A perspective on Alexandria dry land systems, pastures and other management aspects in general.

10 Key Management Attributes
July 1, 2019
Proactive Management
August 22, 2019

A Sharefarmer colleague (Gavin) and I attended very interesting and informative meetings addressed by Basil Doonan. The discussion involved the Alexandria dry land systems, pastures and other management aspects in general.

Basil’s comments are based mainly on his experience consulting in Tasmania as well as Australia. His comments supported by research done in Tasmania

On Nitrogen,

Nitrogen should always be regarded as a supplement, this meaning that N should only be applied when grass requires stimulation to grow. This being based on feed demand.

Rule of thumb that an average of 1kg N applied per day of rotation. I.e. in a 25 day rotation you require 25 units of N. Again always bearing in mind your feed demand.

On a kikuyu based system one can apply double the N every second grazing. 

One should avoid applying N when your grass is in dormancy. Dormancy meaning that grass is not growing due to lack of moisture. N should only be applied when there is adequate moisture in the soil. This is somewhat different to what we do on dry land farms by applying N in anticipation of rain. Basil maintains that your efficiency of N applied during dormancy can be reduced by as much as 50%. We have to rethink our future applications and rather than anticipating rain we will have a better response to only apply after rains of at least 20mm to ensure the grass will grow and have the ability to utilize the N.
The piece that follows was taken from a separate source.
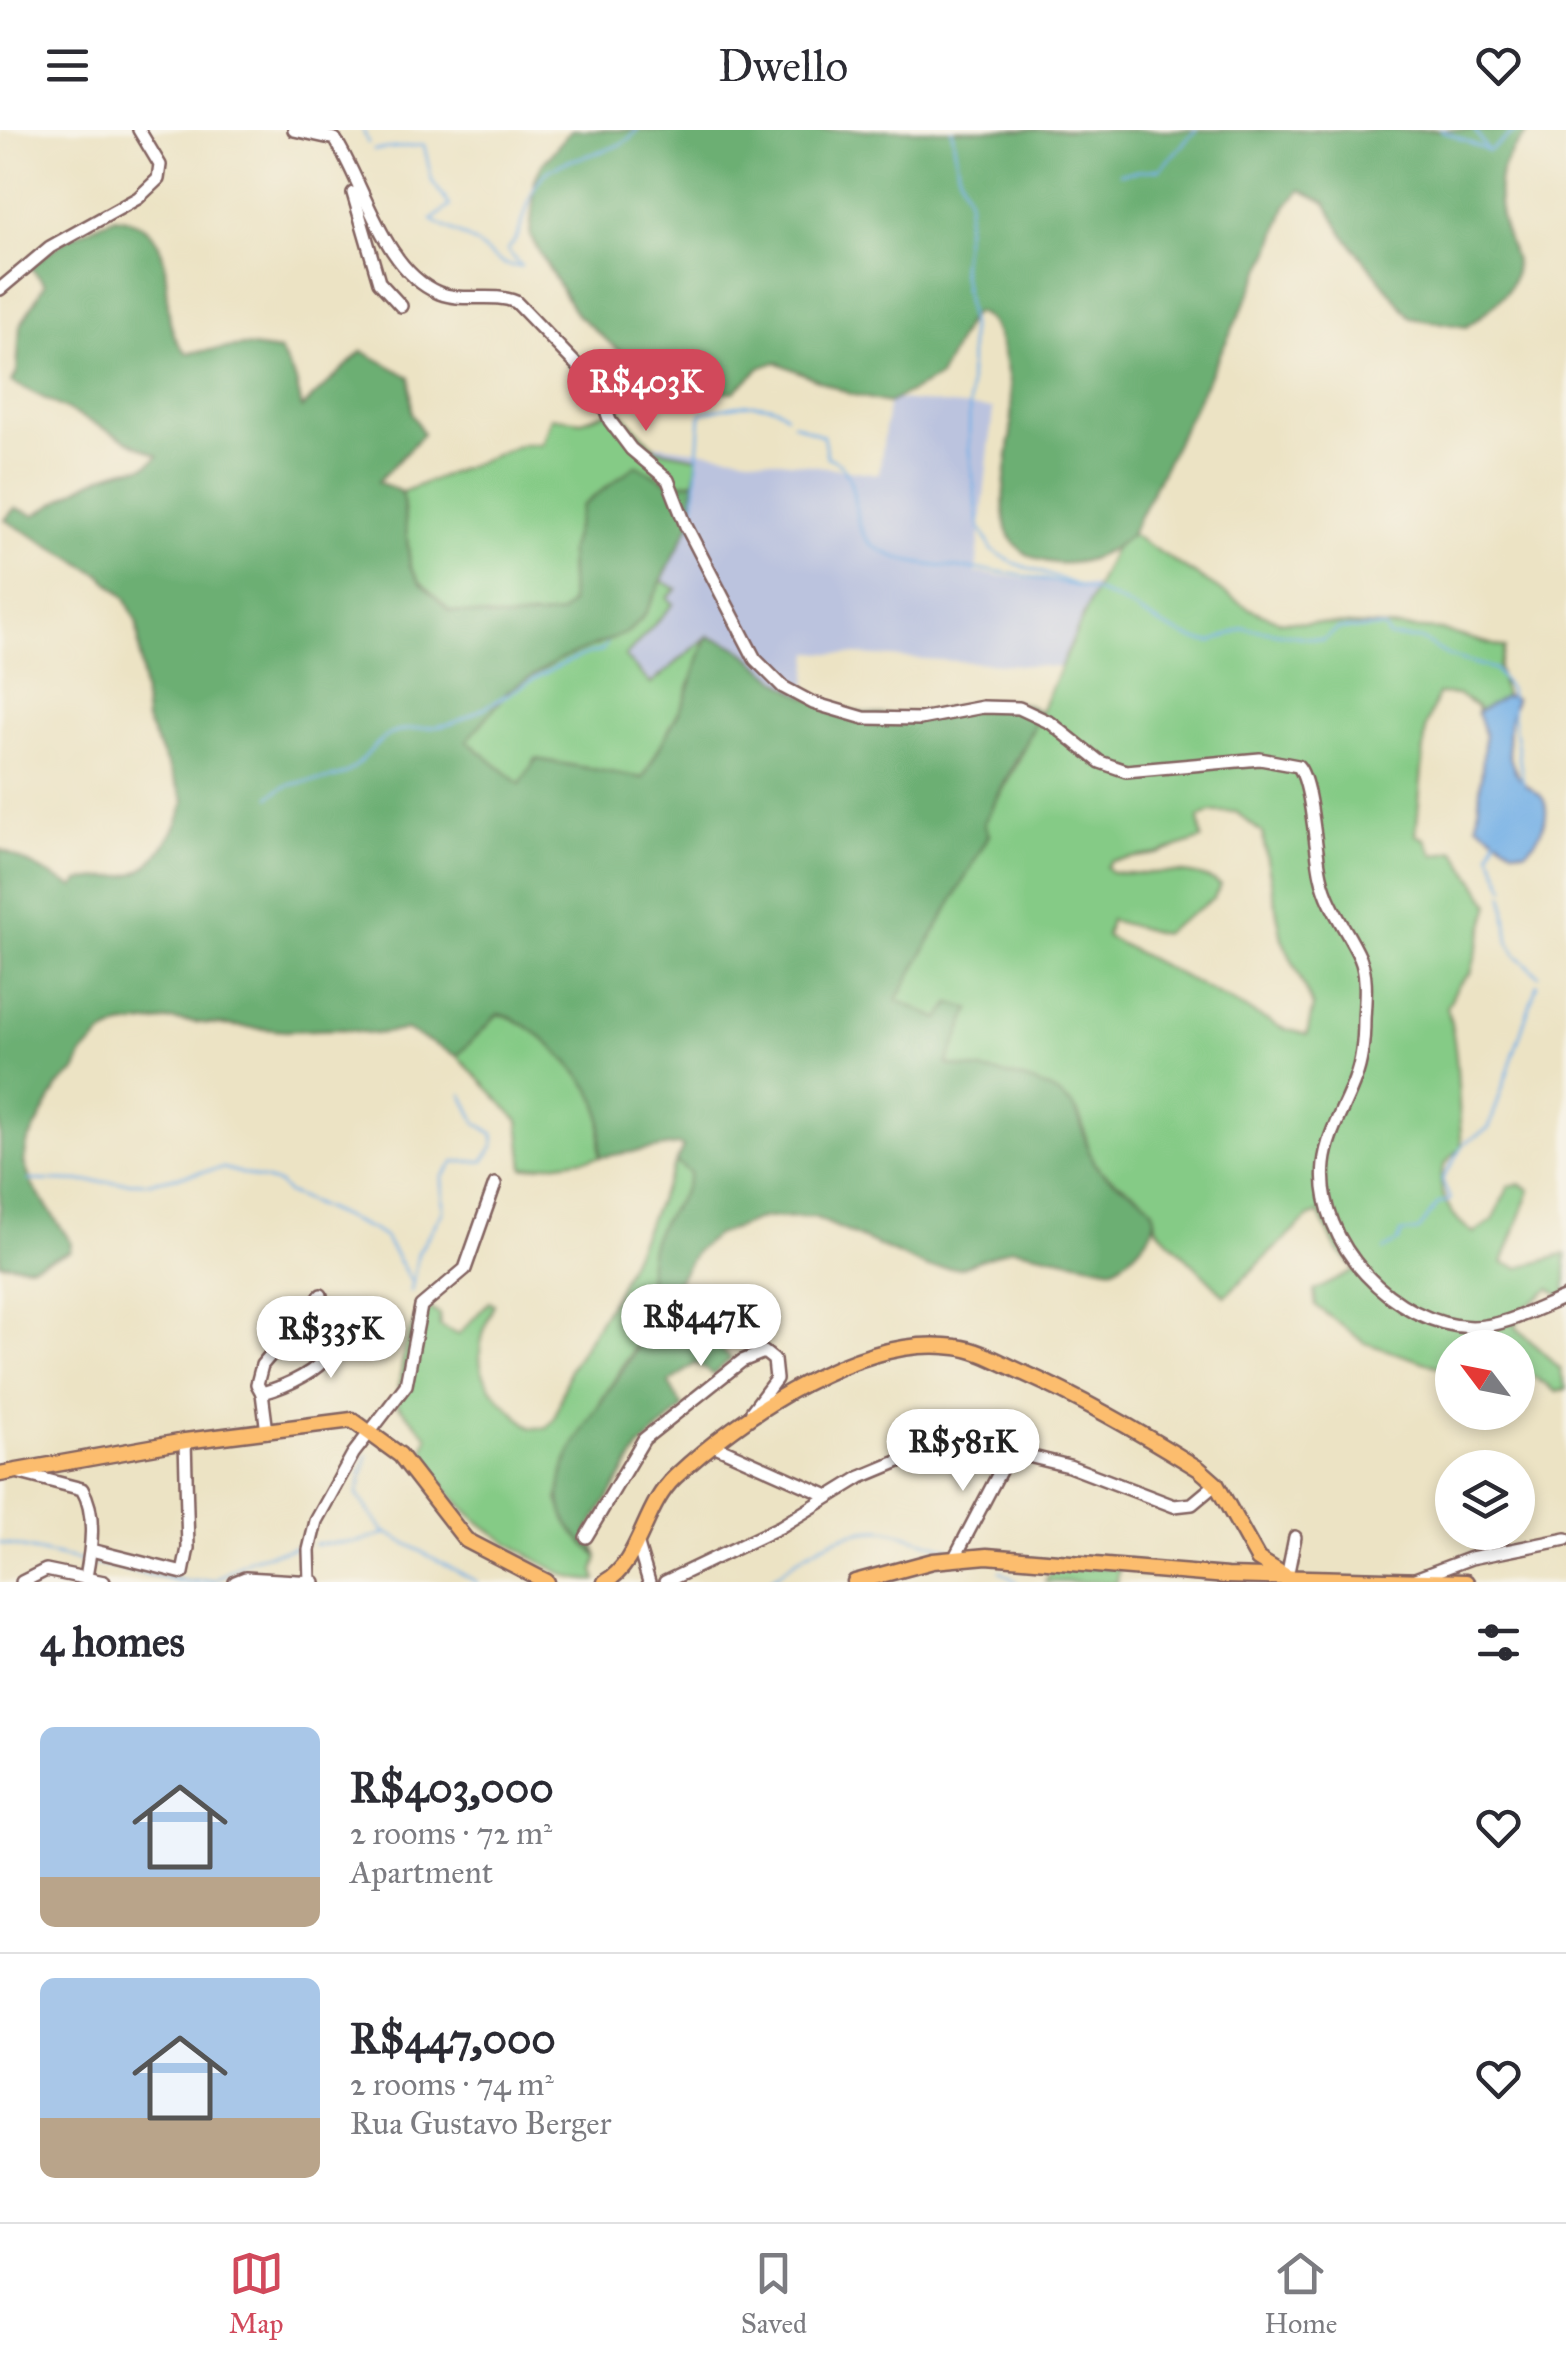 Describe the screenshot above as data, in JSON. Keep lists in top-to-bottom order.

As far as quantities of N, Basil believes if required one can apply as much as 120N in any one application. Basil encouraged us to pull N levels past break even point and ensure we do not under apply nitrogen. This will apply mainly to our dry land hay pastures like Rhodes grass. This will be applied strategically once there is adequate moisture in the soil ensuring that the growing time is maximized. Again this application being based on your requirement for hay and the quality thereof. N application assuming that P and K in order.

Moisture levels should be measured at 30cm as this is where the majority of roots are. According to Basil these moisture levels should be at a minimum of 35kpa/2 Bar (as per tensiometers) at 30cm, below that dormancy kicks in.
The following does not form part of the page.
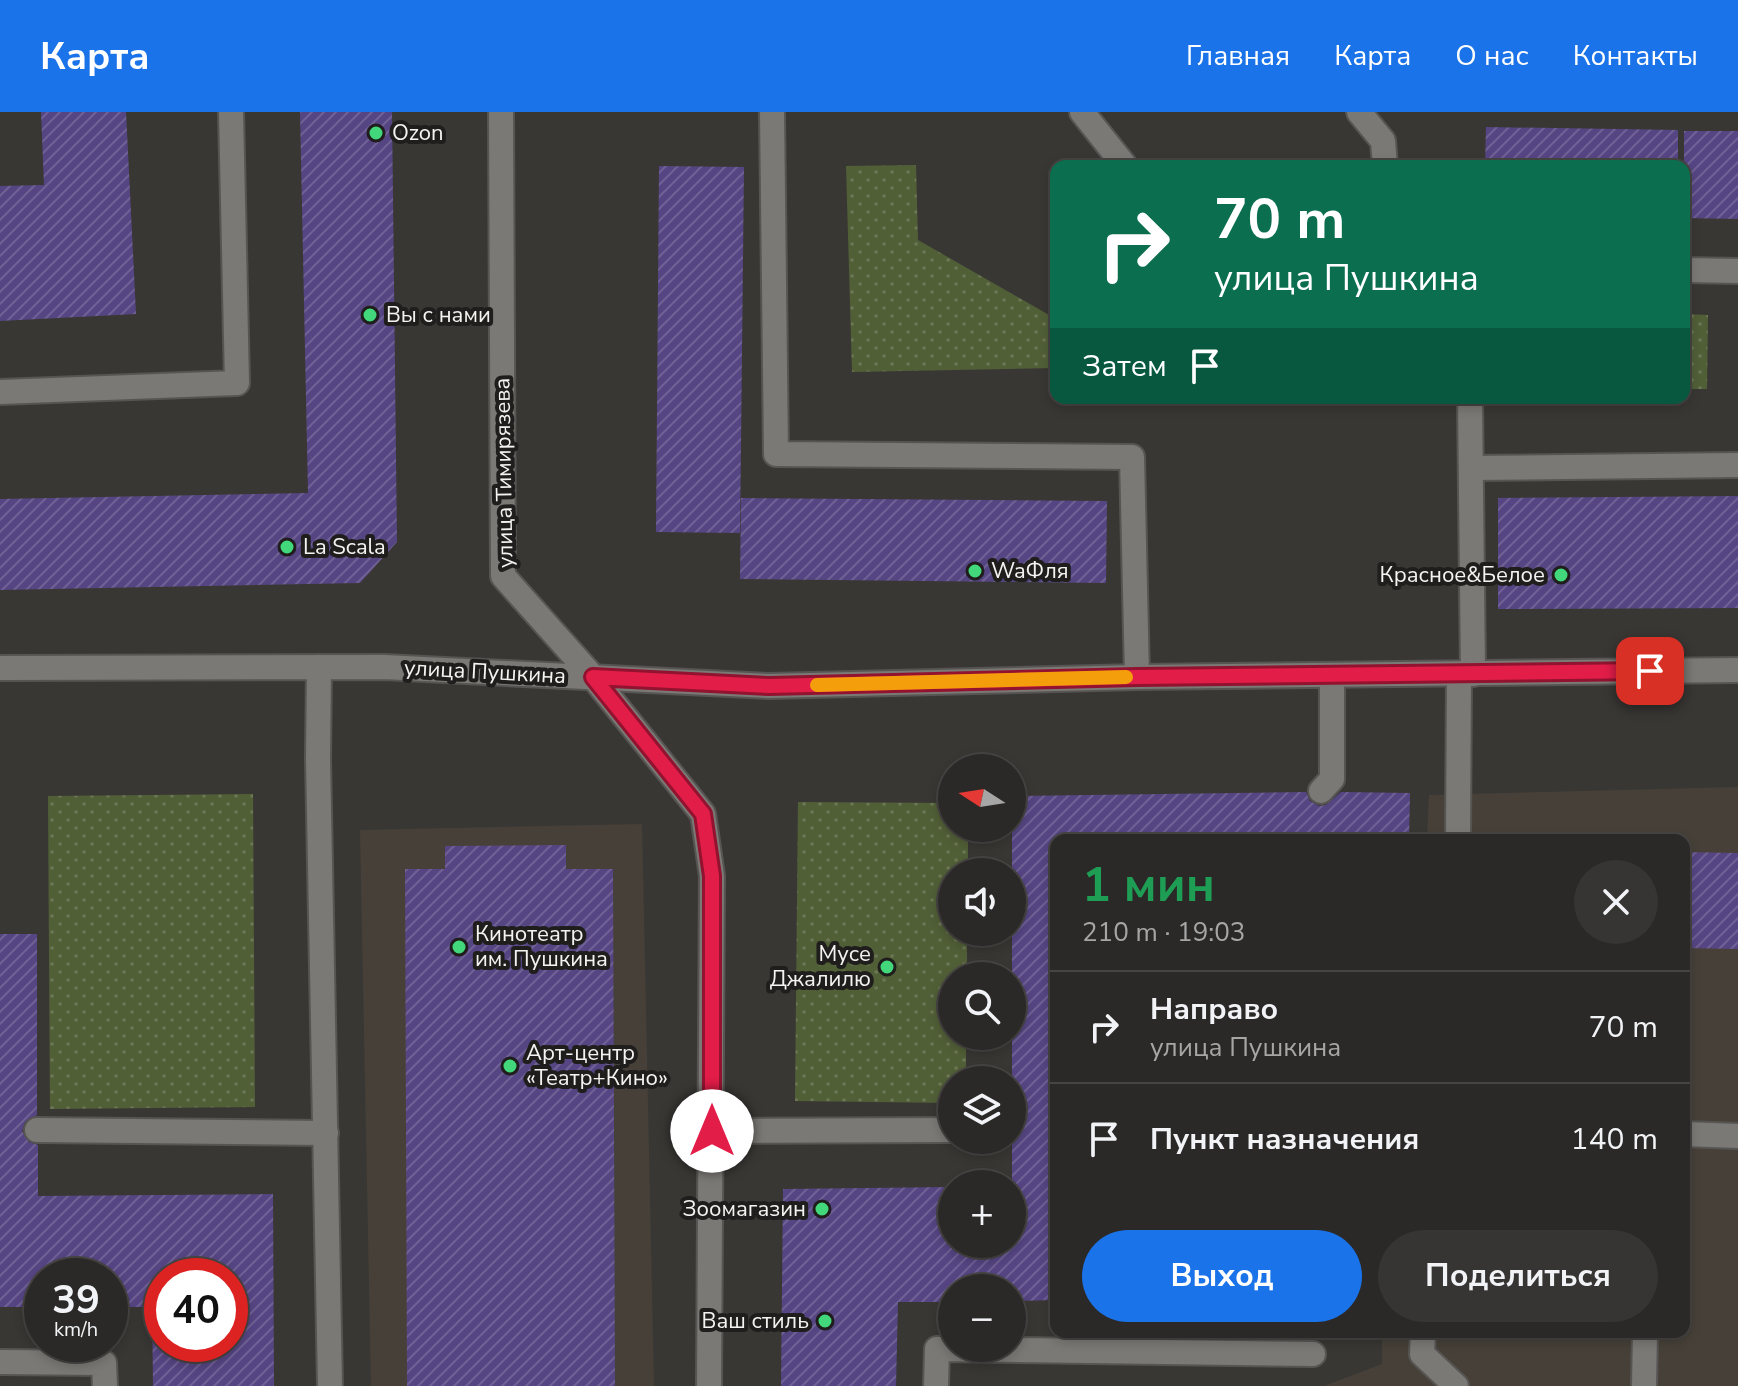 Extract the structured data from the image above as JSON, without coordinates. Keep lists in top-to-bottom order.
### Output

Basil believes that monitoring moisture levels on dry land farms is as important as irrigation. 

Basil is adamant that the right amount of N applied has no negative effect on soil biology. In fact he believes N has a positive effect. 

An interesting comment regarding litter and compost Basil believes if your organics exceed 3% then using chemical fertilizers are a more economic option than litter and compost. Again his view being that chemical fertilizers do not negatively affect soil biology. This is a debatable comment and certainly created interesting discussion. 
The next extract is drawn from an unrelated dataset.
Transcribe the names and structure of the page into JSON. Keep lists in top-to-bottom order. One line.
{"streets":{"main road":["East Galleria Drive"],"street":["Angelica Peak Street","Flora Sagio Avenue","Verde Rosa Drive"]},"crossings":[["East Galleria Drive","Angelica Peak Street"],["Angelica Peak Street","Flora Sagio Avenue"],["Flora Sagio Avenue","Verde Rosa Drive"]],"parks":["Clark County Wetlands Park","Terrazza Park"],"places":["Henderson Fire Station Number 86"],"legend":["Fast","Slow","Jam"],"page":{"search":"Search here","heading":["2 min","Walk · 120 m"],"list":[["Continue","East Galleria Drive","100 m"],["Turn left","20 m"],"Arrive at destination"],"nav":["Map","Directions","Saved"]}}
Gibberelic acid is a very good product that is very effective if used correctly. Soil temperatures should be below 5 degree C to justify the cost. If soil exceeds that then N is more effective. When applying Gibb acid one should chase it on with N as well.

On stocking rate, 

Basil believes he has seen a lot of serious over stocking in SA. He maintained that your stock rate should be based on 4 tons DM per cow (450 kg). An interesting rule of thumb to calculate a farms stocking rate. 

In summary as Basil always says there is no silver bullet to answer all questions. It remains in the hands of each manager to make the right decision at the right time. The decision must always be based on a balance between economics and feed demand. Nitrogen remains your cheapest form of roughage (in growing grass) but it has to be applied in conditions conducive to growing grass. If not able to grow grass then concentrates and/or roughage will be more economical.

Always remember that N is a supplement as is your concentrates and fodder bank. Do the numbers and always ensure that you use the most cost effective option.

Some comment on cows,

There are critical times in a cow’s lactation where BCS is important to get her to dry off in the correct condition.  It is more cost effective and healthier for the cow to catch up body condition towards the end of the lactation.  A decision needs to be made at the correct time towards the end of the lactation whether to increase feed to correct body condition.  Our individual feeding system will accommodate this.

Try to put colostrums cows on pasture and not in a colostrum cow camp with roughage.

On pastures,

Grazing pastures over the S curve creates shading and wastage and does not optimise the vegetative growing stage.  Light must get to the tiller base.

Get Capital and Maintenance fertilizer.  Capital fert is P,K and S.  We need to nutrimanage our soils to keep them in optimum state of production and “look and see” what is happening.

Quality, Quantity and Survival are the 3 principles of pasture management.  Our daily decisions must be based on this.

We asked Basil about a possible other species above what we are currently planting.  Only other species to suit acid and water logged soils is what he calls Lodus.  I searched this and got Lotus which is the Birdsfoot Trefoil that we know.  It is a non bloating legume adapted to poorly drained soils but only needs 600mm rainfall and is cold and frost tolerant.  Possibly something to try in some areas.

Nothing new, we’ve heard it all before but nothing like a good old reminder.